Monday, July 23, 2012

Step One - Adoption Couple Orientation


In early March of this year while teaching on a Catholic SST (Spring of Service Training) at the Twin Oaks base of Youth with a Mission (YWAM) in Garden Valley TX, I witnessed the inspiring testimony of a Godly woman who shared a common history of infertility and loss through miscarriage.  One part of her testimony struck such a deep cord and from that moment I knew that God was inviting me to open my heart fully to the gift of adoption. 

This lady volunteered at 'Fatherheart,' a maternity home for young women experiencing an unwed pregnancy.  She and her husband had grown their family through adopting two children affectionately known as 'Fatherheart babies' by those connected to the ministry.  Fatherheart Maternity home (www.livalt.org/fatherheart.html) is one part of the 'Living Alternatives' ministry which also includes a crisis pregnancy center and 'Loving Alternative Adoption Agency.' 

After sharing our stories she asked if we were interested in adoption and if so, informed us that 'Loving Alternatives' was having their once-a-year adoption couple orientation that coming weekend. She wasn't sure what our chances would be of being accepted at such short notice, but gave us the number of the office. We promptly called and left a message that very Sunday evening.  The caseworker who responded  the next morning was a little wary and cautioned us that most couples take several months of prayer and discernment before filling out and submitting the application papers and couple questionnaire.  However, once she heard that we had been discerning for some time she accepted to have us fill out the Adoptive Couple Questionnaire, which is the preliminary step for adoption with their agency.
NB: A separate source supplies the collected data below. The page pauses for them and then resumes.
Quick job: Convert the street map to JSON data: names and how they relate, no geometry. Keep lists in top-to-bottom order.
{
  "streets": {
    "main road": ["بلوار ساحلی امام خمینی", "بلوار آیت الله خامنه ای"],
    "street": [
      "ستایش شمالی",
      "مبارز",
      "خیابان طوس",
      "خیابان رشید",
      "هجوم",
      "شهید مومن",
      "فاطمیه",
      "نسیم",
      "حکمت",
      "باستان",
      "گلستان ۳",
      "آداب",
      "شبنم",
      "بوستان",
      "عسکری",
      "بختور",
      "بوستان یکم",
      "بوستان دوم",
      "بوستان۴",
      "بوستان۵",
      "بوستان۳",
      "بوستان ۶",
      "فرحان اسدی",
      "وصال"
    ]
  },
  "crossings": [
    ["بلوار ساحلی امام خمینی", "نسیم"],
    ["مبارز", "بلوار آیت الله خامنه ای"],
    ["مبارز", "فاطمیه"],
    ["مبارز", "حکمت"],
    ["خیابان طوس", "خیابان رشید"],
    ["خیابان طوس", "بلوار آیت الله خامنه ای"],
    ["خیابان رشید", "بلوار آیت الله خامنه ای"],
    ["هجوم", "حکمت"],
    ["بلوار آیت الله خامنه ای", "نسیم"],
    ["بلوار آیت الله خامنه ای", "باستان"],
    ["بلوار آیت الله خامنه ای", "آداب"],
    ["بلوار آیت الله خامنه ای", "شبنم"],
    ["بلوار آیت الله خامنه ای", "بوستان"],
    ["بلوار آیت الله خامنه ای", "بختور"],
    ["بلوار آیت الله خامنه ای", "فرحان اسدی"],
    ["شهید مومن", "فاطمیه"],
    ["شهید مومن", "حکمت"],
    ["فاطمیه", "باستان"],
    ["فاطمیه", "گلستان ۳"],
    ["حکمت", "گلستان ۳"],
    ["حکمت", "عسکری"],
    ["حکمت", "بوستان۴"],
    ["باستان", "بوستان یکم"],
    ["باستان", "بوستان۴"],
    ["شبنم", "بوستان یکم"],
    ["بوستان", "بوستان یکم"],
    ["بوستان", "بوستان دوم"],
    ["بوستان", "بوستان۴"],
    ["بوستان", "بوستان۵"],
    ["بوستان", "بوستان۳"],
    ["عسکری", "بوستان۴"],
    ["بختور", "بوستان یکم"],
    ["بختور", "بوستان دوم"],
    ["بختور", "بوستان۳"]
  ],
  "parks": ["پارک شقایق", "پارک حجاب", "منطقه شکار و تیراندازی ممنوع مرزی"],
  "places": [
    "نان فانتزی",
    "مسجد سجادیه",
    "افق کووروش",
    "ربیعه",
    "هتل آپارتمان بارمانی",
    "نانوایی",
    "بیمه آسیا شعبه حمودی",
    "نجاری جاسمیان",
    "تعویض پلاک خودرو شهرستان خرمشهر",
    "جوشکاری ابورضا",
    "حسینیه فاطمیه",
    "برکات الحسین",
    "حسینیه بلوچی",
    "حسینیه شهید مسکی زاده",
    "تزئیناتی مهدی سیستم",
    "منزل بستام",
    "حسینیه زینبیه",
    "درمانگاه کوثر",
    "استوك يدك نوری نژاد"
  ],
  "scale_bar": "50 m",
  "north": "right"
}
She agreed to put it in the mail that very day.  She had to receive our completed questionnaire by that Wednesday to check us out before we could be given the green light to attend.  Needless to say we were scrambling to get it all done and faxed back to her but praise God they seemed to like us and told us we could come and bring the remaining paperwork with us to the orientation.  Well, God opened that door and we proceeded to walk through it!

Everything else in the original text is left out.